Total Knee Replacement
What is Total Knee Replacement?
Total knee replacement is a surgical procedure that has provided dramatic pain relief to millions of people around the world. Over a million are performed each year in the United States. Total Knee Replacement is a term that has been used for decades in the field of orthopedic surgery. A more appropriate term would have been Total Knee Resurfacing, since that is what we accomplish technically during the surgery. The knee joint is a complex hinge joint that allows some rotation throughout the arc of motion. Three bones articulate together to form the knee joint: The main joint is the articulation between the end of the femur (thigh bone), and the top of the tibia (shin bone). The patella (kneecap) is a smaller, triangular-shaped bone that articulates in a groove on the front of the femur. Normally, each of these bones has a shiny, white, low friction surface of cartilage that provides pain-free function of the joint. When the cartilage surface is damaged or worn out most people will experience pain during activities, and sometimes even at rest if the disease has progressed far enough.
When is a Total Knee Replacement is Necessary?

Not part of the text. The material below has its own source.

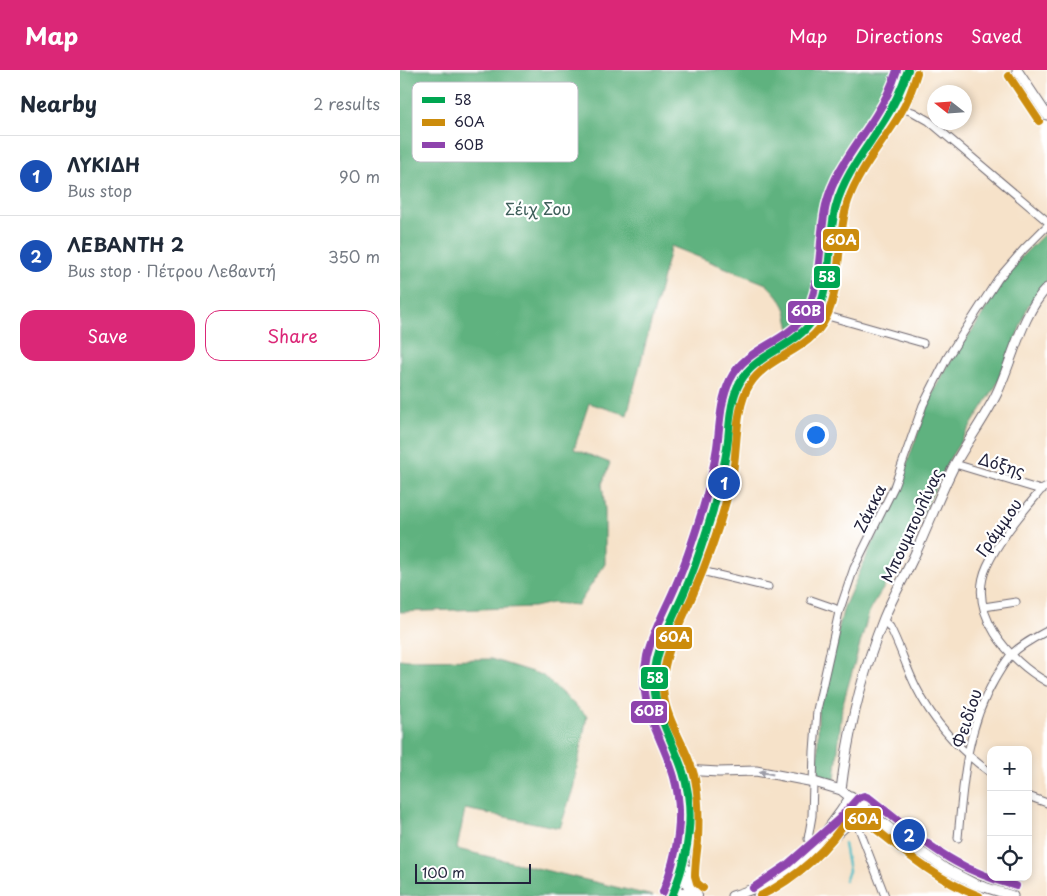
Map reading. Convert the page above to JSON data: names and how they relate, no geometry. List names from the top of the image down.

When nonsurgical methods no longer control the pain, and knee joint has evidence of advanced cartilage wear on the x-ray, a Total Knee Replacement may be indicated. It is important for your surgeon to determine that the pain is definitely arising from loss of cartilage. There are many other conditions that cause knee pain such as meniscus tears, ligament tears, and inflammation of the tendons or bursa around the knee that are not appropriate for a knee replacement. It is also possible for disease in the hip joint to refer pain to the knee and for an irritated nerve in the spine to refer pain into the knee area.
How do Total Knee Replacements Work?
When performing a knee replacement, the surgeon uses a set of jigs and instruments to remove the diseased cartilage and small amount of bone underneath the cartilage. Normally, the cartilage is about 4-7 millimeters thick, and the thickest resection is around 8-10 millimeters. Most people envision a much more aggressive bone removal than what actually happens. Preoperative planning and intraoperative measurements are made to determine the appropriate size and position of the 3 components of the knee replacement- femur, tibia, and patella. This can be accomplished with or without the use of computer assistance, and both methods work well, one is not superior to the other.
Almost every total knee replacement is done using bone cement to fix the components to each bone. All of the muscles, tendons, and most of the ligaments are retained during the surgery. Care is taken to balance these tissues throughout the case by adjusting the component size and position and by utilizing specific soft tissue releases. It is important to know that even the most modern total knee replacement, done with updated techniques, still does not completely recreate the complex mechanics of the human knee.